Exploring calendar-aware date operations in Polars

Mon, 23 Dec 2024

What does “calendar-aware” mean?

Computers are notorious for always doing exactly what they are told to do, even if that is not what we want them to do. When working with dates and times, it is surprisingly easy for you to run into an issue like this, so the Polars API introduces a mini specification language that makes it easier for you to express time intervals in a way that is natural to Humans. In this article we will explore this mini specification language and some functions that make use of it.

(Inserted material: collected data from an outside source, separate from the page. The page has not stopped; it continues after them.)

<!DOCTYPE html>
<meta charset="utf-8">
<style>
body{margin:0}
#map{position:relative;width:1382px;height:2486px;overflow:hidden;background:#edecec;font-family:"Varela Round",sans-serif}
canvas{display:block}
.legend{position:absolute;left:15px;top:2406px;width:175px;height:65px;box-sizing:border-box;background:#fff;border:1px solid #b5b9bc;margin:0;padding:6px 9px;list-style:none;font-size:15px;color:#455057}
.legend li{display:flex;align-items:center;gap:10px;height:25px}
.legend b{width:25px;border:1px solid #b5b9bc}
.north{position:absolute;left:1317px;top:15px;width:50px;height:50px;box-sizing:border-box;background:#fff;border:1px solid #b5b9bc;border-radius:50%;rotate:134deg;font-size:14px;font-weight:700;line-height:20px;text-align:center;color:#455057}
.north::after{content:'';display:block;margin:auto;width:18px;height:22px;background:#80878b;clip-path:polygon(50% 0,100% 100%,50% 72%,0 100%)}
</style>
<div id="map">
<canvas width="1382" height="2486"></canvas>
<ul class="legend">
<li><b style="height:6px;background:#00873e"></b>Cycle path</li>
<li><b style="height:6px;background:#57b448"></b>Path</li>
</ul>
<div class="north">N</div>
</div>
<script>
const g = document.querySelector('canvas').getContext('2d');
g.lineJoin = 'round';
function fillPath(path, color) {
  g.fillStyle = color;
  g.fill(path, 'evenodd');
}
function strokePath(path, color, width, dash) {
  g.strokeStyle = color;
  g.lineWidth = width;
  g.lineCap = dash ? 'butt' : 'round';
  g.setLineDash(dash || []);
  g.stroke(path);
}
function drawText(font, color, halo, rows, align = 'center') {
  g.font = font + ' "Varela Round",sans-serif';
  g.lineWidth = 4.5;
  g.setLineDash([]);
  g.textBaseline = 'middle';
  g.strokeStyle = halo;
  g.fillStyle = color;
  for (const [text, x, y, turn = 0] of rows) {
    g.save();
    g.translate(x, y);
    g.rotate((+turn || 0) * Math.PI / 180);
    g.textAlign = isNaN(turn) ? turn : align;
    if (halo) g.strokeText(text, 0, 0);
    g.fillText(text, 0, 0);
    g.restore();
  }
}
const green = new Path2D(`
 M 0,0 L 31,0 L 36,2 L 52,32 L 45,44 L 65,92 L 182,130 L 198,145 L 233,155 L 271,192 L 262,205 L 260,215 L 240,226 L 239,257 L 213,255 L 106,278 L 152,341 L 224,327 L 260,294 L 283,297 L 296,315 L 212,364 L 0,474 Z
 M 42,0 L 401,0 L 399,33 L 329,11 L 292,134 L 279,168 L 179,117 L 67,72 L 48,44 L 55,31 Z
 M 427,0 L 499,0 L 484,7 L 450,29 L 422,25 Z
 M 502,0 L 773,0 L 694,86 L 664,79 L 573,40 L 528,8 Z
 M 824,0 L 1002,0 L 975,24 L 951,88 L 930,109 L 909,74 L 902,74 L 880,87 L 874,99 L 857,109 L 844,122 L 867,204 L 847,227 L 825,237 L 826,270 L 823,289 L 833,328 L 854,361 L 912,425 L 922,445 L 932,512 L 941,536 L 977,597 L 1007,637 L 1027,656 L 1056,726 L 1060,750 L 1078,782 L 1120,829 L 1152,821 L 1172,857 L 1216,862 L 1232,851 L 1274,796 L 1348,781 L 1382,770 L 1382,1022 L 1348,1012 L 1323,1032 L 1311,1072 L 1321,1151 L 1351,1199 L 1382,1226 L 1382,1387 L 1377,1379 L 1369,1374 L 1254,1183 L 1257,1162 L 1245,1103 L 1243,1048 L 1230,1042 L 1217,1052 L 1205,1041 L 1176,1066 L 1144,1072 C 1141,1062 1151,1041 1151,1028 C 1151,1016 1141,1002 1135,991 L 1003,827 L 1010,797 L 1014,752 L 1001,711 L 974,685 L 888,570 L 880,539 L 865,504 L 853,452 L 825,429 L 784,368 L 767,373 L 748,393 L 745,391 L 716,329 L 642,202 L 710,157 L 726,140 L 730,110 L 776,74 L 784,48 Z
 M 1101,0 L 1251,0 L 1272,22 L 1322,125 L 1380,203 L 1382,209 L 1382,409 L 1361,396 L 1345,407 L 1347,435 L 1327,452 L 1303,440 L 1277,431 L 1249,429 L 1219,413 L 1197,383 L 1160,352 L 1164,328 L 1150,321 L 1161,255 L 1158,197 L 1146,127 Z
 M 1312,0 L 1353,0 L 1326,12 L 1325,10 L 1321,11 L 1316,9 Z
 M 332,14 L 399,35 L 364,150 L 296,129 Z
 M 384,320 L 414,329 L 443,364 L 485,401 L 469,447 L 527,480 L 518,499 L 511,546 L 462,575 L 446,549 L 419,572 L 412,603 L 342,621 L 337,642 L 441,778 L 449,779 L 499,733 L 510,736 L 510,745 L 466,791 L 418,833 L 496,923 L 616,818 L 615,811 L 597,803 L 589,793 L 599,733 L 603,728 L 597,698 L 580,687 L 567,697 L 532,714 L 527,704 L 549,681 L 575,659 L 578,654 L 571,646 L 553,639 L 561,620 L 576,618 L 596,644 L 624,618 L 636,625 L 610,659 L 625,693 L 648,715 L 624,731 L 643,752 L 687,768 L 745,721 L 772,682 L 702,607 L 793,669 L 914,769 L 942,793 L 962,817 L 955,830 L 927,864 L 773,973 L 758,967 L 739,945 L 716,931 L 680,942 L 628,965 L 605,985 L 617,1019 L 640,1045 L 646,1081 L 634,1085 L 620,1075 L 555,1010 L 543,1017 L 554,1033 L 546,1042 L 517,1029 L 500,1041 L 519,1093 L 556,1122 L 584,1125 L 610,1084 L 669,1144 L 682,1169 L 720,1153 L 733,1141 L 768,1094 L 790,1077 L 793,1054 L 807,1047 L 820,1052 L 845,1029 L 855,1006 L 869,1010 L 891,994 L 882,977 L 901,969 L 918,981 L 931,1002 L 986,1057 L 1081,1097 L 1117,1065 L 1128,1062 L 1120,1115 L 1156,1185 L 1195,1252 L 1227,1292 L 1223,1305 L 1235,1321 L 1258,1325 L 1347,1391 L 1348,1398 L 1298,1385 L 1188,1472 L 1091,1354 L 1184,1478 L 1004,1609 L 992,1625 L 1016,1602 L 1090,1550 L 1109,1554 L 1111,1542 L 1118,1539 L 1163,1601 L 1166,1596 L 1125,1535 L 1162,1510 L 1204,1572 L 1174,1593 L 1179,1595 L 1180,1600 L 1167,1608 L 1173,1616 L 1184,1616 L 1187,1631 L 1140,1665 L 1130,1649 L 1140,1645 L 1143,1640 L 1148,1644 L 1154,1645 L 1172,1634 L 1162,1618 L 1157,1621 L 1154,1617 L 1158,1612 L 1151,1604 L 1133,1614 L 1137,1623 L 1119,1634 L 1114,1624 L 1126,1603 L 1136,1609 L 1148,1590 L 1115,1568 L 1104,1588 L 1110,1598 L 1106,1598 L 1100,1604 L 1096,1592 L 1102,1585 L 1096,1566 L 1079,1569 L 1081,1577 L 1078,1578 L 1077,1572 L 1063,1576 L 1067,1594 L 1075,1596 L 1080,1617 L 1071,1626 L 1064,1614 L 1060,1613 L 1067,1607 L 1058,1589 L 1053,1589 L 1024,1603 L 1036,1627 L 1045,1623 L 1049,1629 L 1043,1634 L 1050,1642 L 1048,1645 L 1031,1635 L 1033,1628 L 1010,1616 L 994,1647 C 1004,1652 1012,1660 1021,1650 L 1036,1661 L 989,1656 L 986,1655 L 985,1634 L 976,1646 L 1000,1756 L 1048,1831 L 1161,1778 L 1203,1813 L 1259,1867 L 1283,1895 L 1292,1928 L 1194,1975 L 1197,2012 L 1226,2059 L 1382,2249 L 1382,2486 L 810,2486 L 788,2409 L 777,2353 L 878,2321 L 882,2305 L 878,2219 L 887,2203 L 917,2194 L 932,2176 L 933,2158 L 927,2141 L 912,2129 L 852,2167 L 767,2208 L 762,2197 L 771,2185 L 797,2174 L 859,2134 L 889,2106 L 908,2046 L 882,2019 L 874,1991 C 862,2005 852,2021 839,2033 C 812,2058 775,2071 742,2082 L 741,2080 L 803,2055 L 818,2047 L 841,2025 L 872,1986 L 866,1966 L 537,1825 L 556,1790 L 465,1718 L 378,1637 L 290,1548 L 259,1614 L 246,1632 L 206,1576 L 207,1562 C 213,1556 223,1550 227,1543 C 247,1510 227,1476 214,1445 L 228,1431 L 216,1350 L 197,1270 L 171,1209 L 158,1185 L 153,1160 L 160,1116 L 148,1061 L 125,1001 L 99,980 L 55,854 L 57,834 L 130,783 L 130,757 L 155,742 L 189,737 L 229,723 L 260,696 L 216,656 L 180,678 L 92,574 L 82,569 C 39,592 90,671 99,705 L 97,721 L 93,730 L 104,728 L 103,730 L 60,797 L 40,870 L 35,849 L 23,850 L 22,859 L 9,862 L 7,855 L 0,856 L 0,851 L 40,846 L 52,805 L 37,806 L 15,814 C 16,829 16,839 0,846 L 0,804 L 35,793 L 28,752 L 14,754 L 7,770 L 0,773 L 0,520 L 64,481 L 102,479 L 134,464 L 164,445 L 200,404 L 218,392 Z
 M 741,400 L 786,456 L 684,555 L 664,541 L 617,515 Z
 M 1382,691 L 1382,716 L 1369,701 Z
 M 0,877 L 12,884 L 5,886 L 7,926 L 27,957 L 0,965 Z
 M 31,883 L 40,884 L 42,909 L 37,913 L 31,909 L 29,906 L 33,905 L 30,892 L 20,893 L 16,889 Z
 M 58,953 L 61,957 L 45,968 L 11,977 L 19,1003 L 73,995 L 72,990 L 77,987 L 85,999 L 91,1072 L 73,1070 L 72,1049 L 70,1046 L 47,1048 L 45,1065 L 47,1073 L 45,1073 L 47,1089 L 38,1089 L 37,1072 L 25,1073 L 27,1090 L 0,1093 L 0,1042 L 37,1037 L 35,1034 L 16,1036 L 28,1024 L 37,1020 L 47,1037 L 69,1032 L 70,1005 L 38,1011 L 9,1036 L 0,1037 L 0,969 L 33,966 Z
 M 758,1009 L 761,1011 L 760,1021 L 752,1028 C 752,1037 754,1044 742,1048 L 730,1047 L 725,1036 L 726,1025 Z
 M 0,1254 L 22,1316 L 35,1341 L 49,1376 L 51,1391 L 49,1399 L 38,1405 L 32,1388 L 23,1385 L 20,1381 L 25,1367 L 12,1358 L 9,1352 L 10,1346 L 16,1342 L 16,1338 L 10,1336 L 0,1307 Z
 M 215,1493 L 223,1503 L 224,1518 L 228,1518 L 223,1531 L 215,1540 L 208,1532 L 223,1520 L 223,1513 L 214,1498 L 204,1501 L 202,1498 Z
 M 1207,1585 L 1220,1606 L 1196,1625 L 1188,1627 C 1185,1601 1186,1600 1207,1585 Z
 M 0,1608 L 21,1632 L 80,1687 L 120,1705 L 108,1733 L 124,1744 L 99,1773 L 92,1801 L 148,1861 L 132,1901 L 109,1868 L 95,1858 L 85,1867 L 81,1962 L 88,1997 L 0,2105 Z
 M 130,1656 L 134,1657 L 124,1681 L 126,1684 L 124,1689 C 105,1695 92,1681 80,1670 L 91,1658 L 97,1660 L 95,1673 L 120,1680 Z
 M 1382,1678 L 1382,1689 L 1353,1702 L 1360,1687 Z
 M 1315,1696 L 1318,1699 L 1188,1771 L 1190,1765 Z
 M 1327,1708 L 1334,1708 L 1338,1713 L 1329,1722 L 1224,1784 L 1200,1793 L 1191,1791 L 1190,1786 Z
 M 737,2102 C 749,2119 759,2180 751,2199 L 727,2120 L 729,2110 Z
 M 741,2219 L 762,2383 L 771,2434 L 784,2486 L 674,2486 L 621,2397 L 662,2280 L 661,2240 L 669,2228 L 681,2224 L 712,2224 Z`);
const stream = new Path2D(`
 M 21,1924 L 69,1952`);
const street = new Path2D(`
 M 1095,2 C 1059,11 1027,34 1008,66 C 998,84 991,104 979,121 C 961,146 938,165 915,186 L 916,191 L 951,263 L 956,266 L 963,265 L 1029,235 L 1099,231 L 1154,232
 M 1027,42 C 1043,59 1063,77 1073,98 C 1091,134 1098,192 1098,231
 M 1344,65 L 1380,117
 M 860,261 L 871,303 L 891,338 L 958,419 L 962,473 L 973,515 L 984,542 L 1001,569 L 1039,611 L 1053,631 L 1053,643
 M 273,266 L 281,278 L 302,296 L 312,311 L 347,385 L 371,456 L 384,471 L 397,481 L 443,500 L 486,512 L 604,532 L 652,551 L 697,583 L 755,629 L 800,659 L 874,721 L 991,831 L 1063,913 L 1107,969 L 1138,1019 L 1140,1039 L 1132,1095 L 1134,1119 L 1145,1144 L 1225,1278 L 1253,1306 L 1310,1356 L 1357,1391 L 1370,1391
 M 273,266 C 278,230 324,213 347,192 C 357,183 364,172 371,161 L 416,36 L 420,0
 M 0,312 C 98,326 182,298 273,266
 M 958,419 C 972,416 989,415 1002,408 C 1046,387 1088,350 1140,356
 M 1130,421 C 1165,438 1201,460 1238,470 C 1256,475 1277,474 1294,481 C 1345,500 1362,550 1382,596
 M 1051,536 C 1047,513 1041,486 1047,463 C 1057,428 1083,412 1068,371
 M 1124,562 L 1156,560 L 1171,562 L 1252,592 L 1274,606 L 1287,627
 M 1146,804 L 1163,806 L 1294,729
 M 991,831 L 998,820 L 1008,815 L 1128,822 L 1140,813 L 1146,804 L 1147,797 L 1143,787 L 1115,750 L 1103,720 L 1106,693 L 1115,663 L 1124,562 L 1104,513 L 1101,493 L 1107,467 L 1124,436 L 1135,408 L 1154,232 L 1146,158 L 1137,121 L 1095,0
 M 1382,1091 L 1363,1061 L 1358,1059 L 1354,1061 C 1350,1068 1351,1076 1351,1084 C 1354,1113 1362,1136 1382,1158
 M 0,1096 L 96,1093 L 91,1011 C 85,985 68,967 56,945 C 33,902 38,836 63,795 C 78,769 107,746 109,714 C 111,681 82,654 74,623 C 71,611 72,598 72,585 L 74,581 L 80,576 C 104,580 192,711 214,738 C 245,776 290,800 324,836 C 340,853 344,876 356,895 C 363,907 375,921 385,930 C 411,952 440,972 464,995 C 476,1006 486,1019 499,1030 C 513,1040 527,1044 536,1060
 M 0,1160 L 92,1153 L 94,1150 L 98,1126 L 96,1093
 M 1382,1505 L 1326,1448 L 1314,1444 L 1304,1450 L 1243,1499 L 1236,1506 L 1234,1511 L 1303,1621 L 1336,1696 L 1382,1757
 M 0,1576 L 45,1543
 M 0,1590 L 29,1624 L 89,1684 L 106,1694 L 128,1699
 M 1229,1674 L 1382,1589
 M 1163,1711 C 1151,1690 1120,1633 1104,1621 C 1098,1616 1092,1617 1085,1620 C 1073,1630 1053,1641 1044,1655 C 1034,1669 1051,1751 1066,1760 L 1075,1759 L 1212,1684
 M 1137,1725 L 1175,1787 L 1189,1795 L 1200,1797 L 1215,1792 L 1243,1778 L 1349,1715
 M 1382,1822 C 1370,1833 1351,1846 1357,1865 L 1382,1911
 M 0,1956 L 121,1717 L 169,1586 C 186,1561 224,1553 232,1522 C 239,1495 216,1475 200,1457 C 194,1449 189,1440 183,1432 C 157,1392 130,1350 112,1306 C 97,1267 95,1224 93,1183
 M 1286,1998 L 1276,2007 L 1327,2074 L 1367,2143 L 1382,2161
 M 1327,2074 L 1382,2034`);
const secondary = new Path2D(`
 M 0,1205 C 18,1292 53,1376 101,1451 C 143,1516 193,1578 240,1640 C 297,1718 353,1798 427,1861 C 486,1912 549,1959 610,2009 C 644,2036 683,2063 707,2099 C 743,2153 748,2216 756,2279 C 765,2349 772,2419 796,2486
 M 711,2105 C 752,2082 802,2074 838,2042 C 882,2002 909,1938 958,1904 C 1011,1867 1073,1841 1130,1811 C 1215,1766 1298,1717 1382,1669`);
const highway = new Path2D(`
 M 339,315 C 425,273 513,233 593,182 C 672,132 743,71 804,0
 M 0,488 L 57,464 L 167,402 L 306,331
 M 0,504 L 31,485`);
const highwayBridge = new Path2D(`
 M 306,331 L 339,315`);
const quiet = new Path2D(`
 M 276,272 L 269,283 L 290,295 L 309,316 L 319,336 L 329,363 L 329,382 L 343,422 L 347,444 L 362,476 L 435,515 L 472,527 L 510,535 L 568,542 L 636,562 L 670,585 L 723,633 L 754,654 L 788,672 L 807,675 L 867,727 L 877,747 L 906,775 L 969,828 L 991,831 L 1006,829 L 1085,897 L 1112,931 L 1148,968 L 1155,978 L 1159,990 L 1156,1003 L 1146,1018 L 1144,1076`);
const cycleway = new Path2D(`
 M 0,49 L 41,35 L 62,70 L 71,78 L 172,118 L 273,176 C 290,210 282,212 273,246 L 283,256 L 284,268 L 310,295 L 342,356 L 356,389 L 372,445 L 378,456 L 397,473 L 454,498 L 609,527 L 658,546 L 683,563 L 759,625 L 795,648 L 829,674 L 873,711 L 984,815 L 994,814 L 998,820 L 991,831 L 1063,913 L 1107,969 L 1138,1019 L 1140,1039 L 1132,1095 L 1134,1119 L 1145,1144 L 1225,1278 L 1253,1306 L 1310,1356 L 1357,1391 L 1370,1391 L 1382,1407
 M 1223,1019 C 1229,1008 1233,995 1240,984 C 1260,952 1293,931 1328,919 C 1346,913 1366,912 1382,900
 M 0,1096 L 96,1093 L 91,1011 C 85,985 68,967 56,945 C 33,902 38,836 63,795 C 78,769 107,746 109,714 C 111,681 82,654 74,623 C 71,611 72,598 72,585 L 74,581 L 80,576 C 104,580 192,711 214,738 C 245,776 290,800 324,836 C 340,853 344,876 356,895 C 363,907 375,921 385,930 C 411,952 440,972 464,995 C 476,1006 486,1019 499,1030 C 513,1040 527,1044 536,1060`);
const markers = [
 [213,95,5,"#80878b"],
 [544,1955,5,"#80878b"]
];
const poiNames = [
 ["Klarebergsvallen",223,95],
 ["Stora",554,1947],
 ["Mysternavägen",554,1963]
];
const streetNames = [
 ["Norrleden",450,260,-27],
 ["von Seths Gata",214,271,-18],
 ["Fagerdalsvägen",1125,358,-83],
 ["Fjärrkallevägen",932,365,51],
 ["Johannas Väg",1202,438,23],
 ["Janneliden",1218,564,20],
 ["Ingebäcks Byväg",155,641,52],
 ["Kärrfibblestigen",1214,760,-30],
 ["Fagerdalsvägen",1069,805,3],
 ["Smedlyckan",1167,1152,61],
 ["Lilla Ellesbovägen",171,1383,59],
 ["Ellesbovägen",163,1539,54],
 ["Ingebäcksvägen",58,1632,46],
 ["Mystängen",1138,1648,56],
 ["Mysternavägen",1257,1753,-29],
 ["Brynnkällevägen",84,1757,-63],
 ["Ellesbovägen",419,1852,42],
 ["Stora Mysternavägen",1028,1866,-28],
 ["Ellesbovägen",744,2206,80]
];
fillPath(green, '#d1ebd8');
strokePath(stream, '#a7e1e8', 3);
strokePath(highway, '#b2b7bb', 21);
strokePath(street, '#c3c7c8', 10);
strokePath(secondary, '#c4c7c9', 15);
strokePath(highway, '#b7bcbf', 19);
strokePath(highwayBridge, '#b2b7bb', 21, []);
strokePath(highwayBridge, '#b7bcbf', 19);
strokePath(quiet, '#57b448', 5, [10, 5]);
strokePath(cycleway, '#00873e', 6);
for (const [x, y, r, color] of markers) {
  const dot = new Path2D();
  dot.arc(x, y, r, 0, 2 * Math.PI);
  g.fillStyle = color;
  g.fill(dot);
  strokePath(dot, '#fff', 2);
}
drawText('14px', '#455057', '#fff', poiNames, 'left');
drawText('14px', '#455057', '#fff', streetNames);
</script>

First, you may want to understand the problem that you might trip on. If this sentence is being written on the 11th of December of 2024, what day will it be in one month from now?

You can ask Python:

import datetime as dt

print(
    dt.date(2024, 12, 11) + dt.timedelta(days=31)
)

2025-01-11

Python tells you that the 11th of January comes one month after the 11th of December. With the same expression you can determine that the 11th of February is the date that comes one month after the 11th of January:

print(
    dt.date(2025, 1, 11) + dt.timedelta(days=31)
)

2025-02-11

But if you use the same expression to compute the date that comes one month after the 11th of February, you get a funny result:

print(
    dt.date(2025, 2, 11) + dt.timedelta(days=31)
)

2025-03-14  # ?!

For you and me, the date that comes “one month after” the 11th of February is the 11th of March. However, there is no way to express this concept in Python’s module datetime. Instead, you have been adding 31 days to the dates because December and January have 31 days, but for this last expression you would need to add 28 days instead of 31 (because 2025 is not a leap year, otherwise you would need to add 29 days).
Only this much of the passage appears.